According to CMA, adopting such a model could increase market accessibility, enhance investor confidence, and solidify Kenya’s position as a modern financial hub in Africa. However, the authority cautioned that such a transition must be guided by strong regulatory frameworks to protect investors.
“Such innovations could offer investors greater flexibility, strengthen trust in the financial system, and help position Kenya as a forward-looking financial hub in Africa,” the report stated.
In China, the blockchain-based MMF primarily invests in low-risk assets such as government bonds, fixed deposits, certificates of deposit, and commercial papers, with at least 70 percent of its holdings denominated in the local currency. Investors can access the fund via traditional banks, brokers, or regulated virtual asset trading platforms, bridging the gap between digital and conventional finance.
While Kenya has not yet launched a tokenised MMF, the recent enactment of the Virtual Assets Service Providers (VASP) Bill, 2024, provides a legal foundation for such innovations. Any potential operator would be required to obtain a VASP licence from the CMA and comply with Anti-Money Laundering (AML), Counter-Terrorism Financing (CFT), and Know Your Customer (KYC) regulations.

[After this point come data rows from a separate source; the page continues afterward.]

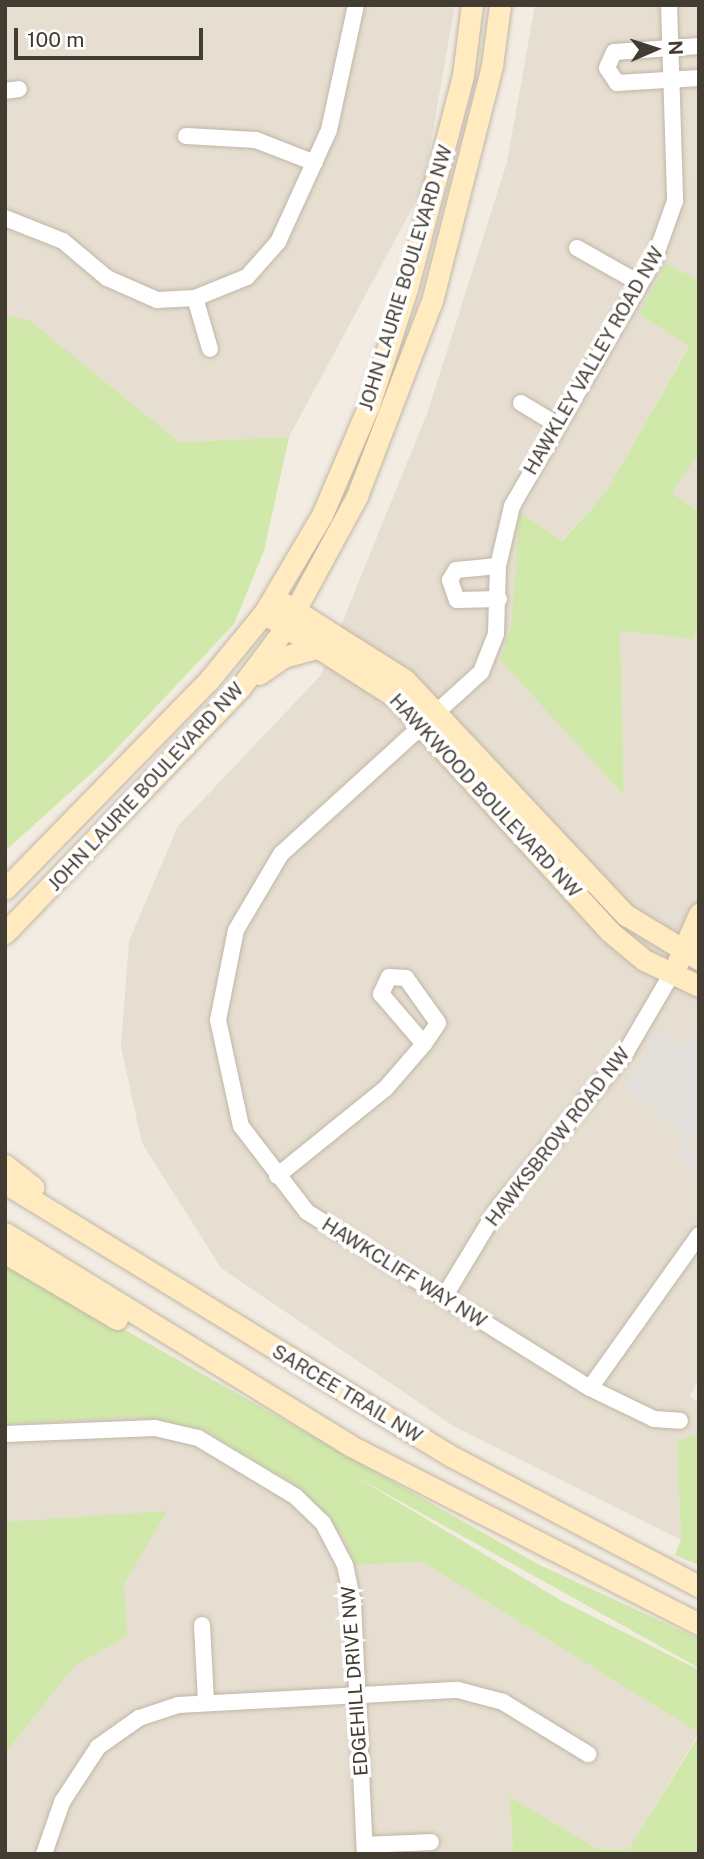 <!DOCTYPE html>
<style>
body{margin:0}
#map{position:relative;width:704px;height:1859px;overflow:hidden;background:#f2ece2;font-family:"Public Sans",sans-serif}
div>[style]{position:absolute}
.residential>*{inset:0;background:#e6ded0}
.green>*{inset:0;background:#d0e8aa}
.parking>*{inset:0;background:#e2dfdb}
.roads{filter:drop-shadow(0 0 2px #c0b6a8) drop-shadow(0 0 2px #c0b6a8)}
.street>*{height:16px;margin:-8px;padding:0 8px;transform-origin:8px;border-radius:8px;background:#fff}
.secondary>*{height:21px;margin:-10.5px;padding:0 10.5px;transform-origin:10.5px;border-radius:10.5px;background:#ffebbf}
span{translate:-50% -50%;white-space:nowrap;text-align:center;line-height:1.15;-webkit-text-stroke:7px #fff;paint-order:stroke}
.street-label{font-size:19px;color:#433c33}
.frame{position:absolute;inset:0;border:7px solid #433c33;pointer-events:none}
.north{position:absolute;left:620px;top:14px;width:70px;height:70px;-webkit-text-stroke:5px #fff;paint-order:stroke;rotate:87deg;font-size:19px;font-weight:700;line-height:28px;text-align:center;color:#433c33}
.north::after{content:'';display:block;margin:auto;width:24px;height:32px;background:#433c33;clip-path:polygon(50% 0,100% 100%,50% 72%,0 100%)}
.scale{position:absolute;left:14px;top:28px;width:189px;height:32px;box-sizing:border-box;border:4px solid #433c33;border-top:0;padding-left:9px;font-size:21px;line-height:24px;white-space:nowrap;color:#433c33;-webkit-text-stroke:5px #fff;paint-order:stroke}
</style>
<div id="map">
<div class="residential">
<div style="clip-path:polygon(5px 5px,455px 5px,423px 188px,289px 437px,179px 442px,30px 322px,5px 315px)"></div>
<div style="clip-path:polygon(535px 5px,699px 5px,699px 280px,666px 265px,689px 345px,606px 492px,561px 541px,521px 514px,511px 626px,500px 659px,624px 794px,620px 631px,694px 639px,699px 615px,699px 1378px,690px 1396px,699px 1403px,699px 1433px,677px 1443px,681px 1540px,455px 1427px,221px 1268px,142px 1143px,121px 1047px,129px 941px,178px 826px,321px 675px,428px 411px,507px 162px)"></div>
<div style="clip-path:polygon(699px 453px,699px 512px,672px 493px)"></div>
<div style="clip-path:polygon(137px 1412px,184px 1425px,301px 1489px,344px 1538px,355px 1565px,423px 1562px,699px 1733px,628px 1850px,597px 1849px,510px 1798px,513px 1854px,5px 1854px,5px 1419px)"></div>
</div>
<div class="green">
<div style="clip-path:polygon(666px 264px,699px 280px,699px 453px,672px 493px,699px 512px,699px 615px,694px 639px,620px 631px,624px 795px,500px 660px,511px 626px,520px 513px,562px 541px,606px 492px,689px 346px,639px 314px)"></div>
<div style="clip-path:polygon(5px 315px,30px 321px,179px 442px,289px 437px,264px 551px,234px 624px,106px 760px,5px 851px)"></div>
<div style="clip-path:polygon(5px 1262px,540px 1565px,699px 1639px,699px 1668px,353px 1475px,562px 1601px,699px 1670px,699px 1733px,423px 1562px,355px 1565px,344px 1538px,301px 1489px,201px 1429px,138px 1417px,5px 1424px)"></div>
<div style="clip-path:polygon(699px 1433px,699px 1565px,675px 1555px,681px 1540px,677px 1442px)"></div>
<div style="clip-path:polygon(167px 1511px,124px 1584px,127px 1636px,74px 1666px,5px 1753px,5px 1522px)"></div>
<div style="clip-path:polygon(699px 1735px,699px 1854px,513px 1854px,510px 1797px,597px 1849px,628px 1850px)"></div>
</div>
<div class="parking">
<div style="clip-path:polygon(655px 1028px,683px 1048px,699px 1028px,699px 1133px,692px 1143px,699px 1175px,677px 1154px,681px 1132px,624px 1086px,654px 1048px,646px 1042px)"></div>
</div>
<div class="roads">
<div class="street">
<div style="left:669px;top:5px;width:196px;rotate:88.2deg"></div>
<div style="left:675px;top:201px;width:63px;rotate:109.6deg"></div>
<div style="left:654px;top:260px;width:284px;rotate:120deg"></div>
<div style="left:512px;top:506px;width:62px;rotate:103.1deg"></div>
<div style="left:498px;top:566px;width:68px;rotate:91.7deg"></div>
<div style="left:496px;top:634px;width:41px;rotate:111.5deg"></div>
<div style="left:481px;top:672px;width:270px;rotate:137.7deg"></div>
<div style="left:281px;top:854px;width:88px;rotate:120.6deg"></div>
<div style="left:236px;top:930px;width:92px;rotate:101.3deg"></div>
<div style="left:218px;top:1020px;width:108px;rotate:77.8deg"></div>
<div style="left:241px;top:1126px;width:108px;rotate:52.5deg"></div>
<div style="left:307px;top:1212px;width:333px;rotate:31.9deg"></div>
<div style="left:590px;top:1388px;width:71px;rotate:25.8deg"></div>
<div style="left:654px;top:1419px;width:26px;rotate:4deg"></div>
<div style="left:699px;top:46px;width:85px;rotate:176deg"></div>
<div style="left:614px;top:52px;width:17px;rotate:114deg"></div>
<div style="left:607px;top:68px;width:18px;rotate:56deg"></div>
<div style="left:617px;top:83px;width:82px;rotate:-3.5deg"></div>
<div style="left:5px;top:91px;width:14px;rotate:-8deg"></div>
<div style="left:186px;top:136px;width:70px;rotate:3.3deg"></div>
<div style="left:256px;top:140px;width:63px;rotate:21.3deg"></div>
<div style="left:5px;top:218px;width:62px;rotate:21.6deg"></div>
<div style="left:63px;top:241px;width:57px;rotate:40.1deg"></div>
<div style="left:107px;top:278px;width:55px;rotate:23.7deg"></div>
<div style="left:157px;top:300px;width:38px;rotate:-3deg"></div>
<div style="left:195px;top:298px;width:56px;rotate:-22deg"></div>
<div style="left:247px;top:277px;width:47px;rotate:-48.5deg"></div>
<div style="left:278px;top:242px;width:123px;rotate:-65.5deg"></div>
<div style="left:329px;top:130px;width:128px;rotate:-77.8deg"></div>
<div style="left:577px;top:248px;width:71px;rotate:29.4deg"></div>
<div style="left:195px;top:298px;width:53px;rotate:73.6deg"></div>
<div style="left:521px;top:403px;width:39px;rotate:31deg"></div>
<div style="left:498px;top:566px;width:42px;rotate:174.6deg"></div>
<div style="left:456px;top:570px;width:12px;rotate:121deg"></div>
<div style="left:450px;top:580px;width:21px;rotate:71deg"></div>
<div style="left:457px;top:600px;width:42px;rotate:-1.4deg"></div>
<div style="left:277px;top:1176px;width:140px;rotate:-38.9deg"></div>
<div style="left:386px;top:1088px;width:58px;rotate:-49.2deg"></div>
<div style="left:424px;top:1044px;width:25px;rotate:-56deg"></div>
<div style="left:438px;top:1023px;width:55px;rotate:-125.4deg"></div>
<div style="left:406px;top:978px;width:17px;rotate:-177deg"></div>
<div style="left:389px;top:977px;width:19px;rotate:115deg"></div>
<div style="left:381px;top:994px;width:66px;rotate:49.3deg"></div>
<div style="left:444px;top:1297px;width:100px;rotate:-58.8deg"></div>
<div style="left:496px;top:1211px;width:205px;rotate:-50.7deg"></div>
<div style="left:626px;top:1052px;width:89px;rotate:-59.7deg"></div>
<div style="left:590px;top:1388px;width:188px;rotate:-54.5deg"></div>
<div style="left:5px;top:1434px;width:150px;rotate:-2.3deg"></div>
<div style="left:155px;top:1428px;width:44px;rotate:13.1deg"></div>
<div style="left:198px;top:1438px;width:114px;rotate:31deg"></div>
<div style="left:296px;top:1497px;width:37px;rotate:44deg"></div>
<div style="left:323px;top:1523px;width:47px;rotate:62.4deg"></div>
<div style="left:345px;top:1565px;width:38px;rotate:78deg"></div>
<div style="left:353px;top:1602px;width:252px;rotate:87.3deg"></div>
<div style="left:202px;top:1625px;width:76px;rotate:87deg"></div>
<div style="left:365px;top:1845px;width:66px;rotate:-2.6deg"></div>
<div style="left:44px;top:1854px;width:55px;rotate:-70.9deg"></div>
<div style="left:62px;top:1802px;width:66px;rotate:-56.8deg"></div>
<div style="left:98px;top:1747px;width:50px;rotate:-35.3deg"></div>
<div style="left:139px;top:1718px;width:41px;rotate:-18.4deg"></div>
<div style="left:178px;top:1705px;width:280px;rotate:-3.1deg"></div>
<div style="left:458px;top:1690px;width:47px;rotate:14.9deg"></div>
<div style="left:503px;top:1702px;width:100px;rotate:31.5deg"></div>
</div>
<div class="secondary">
<div style="left:285px;top:604px;width:142px;rotate:32.3deg"></div>
<div style="left:405px;top:680px;width:323px;rotate:46.8deg"></div>
<div style="left:626px;top:915px;width:85px;rotate:31.1deg"></div>
<div style="left:273px;top:619px;width:143px;rotate:32.5deg"></div>
<div style="left:394px;top:696px;width:319px;rotate:47.5deg"></div>
<div style="left:609px;top:931px;width:45px;rotate:39.6deg"></div>
<div style="left:644px;top:960px;width:61px;rotate:25.3deg"></div>
<div style="left:259px;top:674px;width:29px;rotate:-35deg"></div>
<div style="left:283px;top:657px;width:34px;rotate:-15deg"></div>
<div style="left:5px;top:889px;width:292px;rotate:-45.7deg"></div>
<div style="left:209px;top:680px;width:87px;rotate:-50.6deg"></div>
<div style="left:264px;top:613px;width:114px;rotate:-59.4deg"></div>
<div style="left:322px;top:515px;width:120px;rotate:-66.9deg"></div>
<div style="left:369px;top:405px;width:122px;rotate:-71.9deg"></div>
<div style="left:407px;top:289px;width:221px;rotate:-75.3deg"></div>
<div style="left:463px;top:75px;width:71px;rotate:-82.7deg"></div>
<div style="left:5px;top:933px;width:339px;rotate:-46.2deg"></div>
<div style="left:240px;top:688px;width:76px;rotate:-53deg"></div>
<div style="left:286px;top:627px;width:149px;rotate:-61.5deg"></div>
<div style="left:357px;top:496px;width:209px;rotate:-69deg"></div>
<div style="left:432px;top:301px;width:244px;rotate:-75.7deg"></div>
<div style="left:492px;top:65px;width:61px;rotate:-82.4deg"></div>
<div style="left:677px;top:964px;width:55px;rotate:-66.3deg"></div>
<div style="left:5px;top:1165px;width:36px;rotate:38deg"></div>
<div style="left:5px;top:1183px;width:521px;rotate:31.49deg"></div>
<div style="left:449px;top:1455px;width:282px;rotate:27.7deg"></div>
<div style="left:5px;top:1233px;width:406px;rotate:31.6deg"></div>
<div style="left:351px;top:1446px;width:391px;rotate:27.1deg"></div>
<div style="left:5px;top:1253px;width:130px;rotate:30.5deg"></div>
</div>
</div>
<div class="street-label">
<span style="left:406px;top:278px;rotate:-73deg">JOHN LAURIE BOULEVARD NW</span>
<span style="left:594px;top:361px;rotate:-60deg">HAWKLEY VALLEY ROAD NW</span>
<span style="left:146px;top:787px;rotate:-47deg">JOHN LAURIE BOULEVARD NW</span>
<span style="left:485px;top:796px;rotate:47deg">HAWKWOOD BOULEVARD NW</span>
<span style="left:558px;top:1137px;rotate:-52deg">HAWKSBROW ROAD NW</span>
<span style="left:404px;top:1273px;rotate:32deg">HAWKCLIFF WAY NW</span>
<span style="left:347px;top:1394px;rotate:31deg">SARCEE TRAIL NW</span>
<span style="left:355px;top:1681px;rotate:-94deg">EDGEHILL DRIVE NW</span>
</div>
<div class="frame"></div>
<div class="north">N</div>
<div class="scale">100 m</div>
</div>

The law also mandates segregation of client funds, independent IT and financial audits, and continuous reporting to ensure investor protection and operational integrity.
The potential benefits of tokenised MMFs include greater transparency, real-time transaction monitoring, financial inclusion, and institutional certainty under the VASP framework. However, challenges remain, notably in regulatory coordination between the CMA and the Central Bank of Kenya (CBK), the compliance burden for operators, and the absence of tailored subsidiary regulations for complex tokenised products.
If implemented, Kenya’s entry into blockchain-based MMFs could mark a new era of digital finance, merging technological innovation with traditional investment instruments, and setting the stage for a more inclusive and modern financial ecosystem.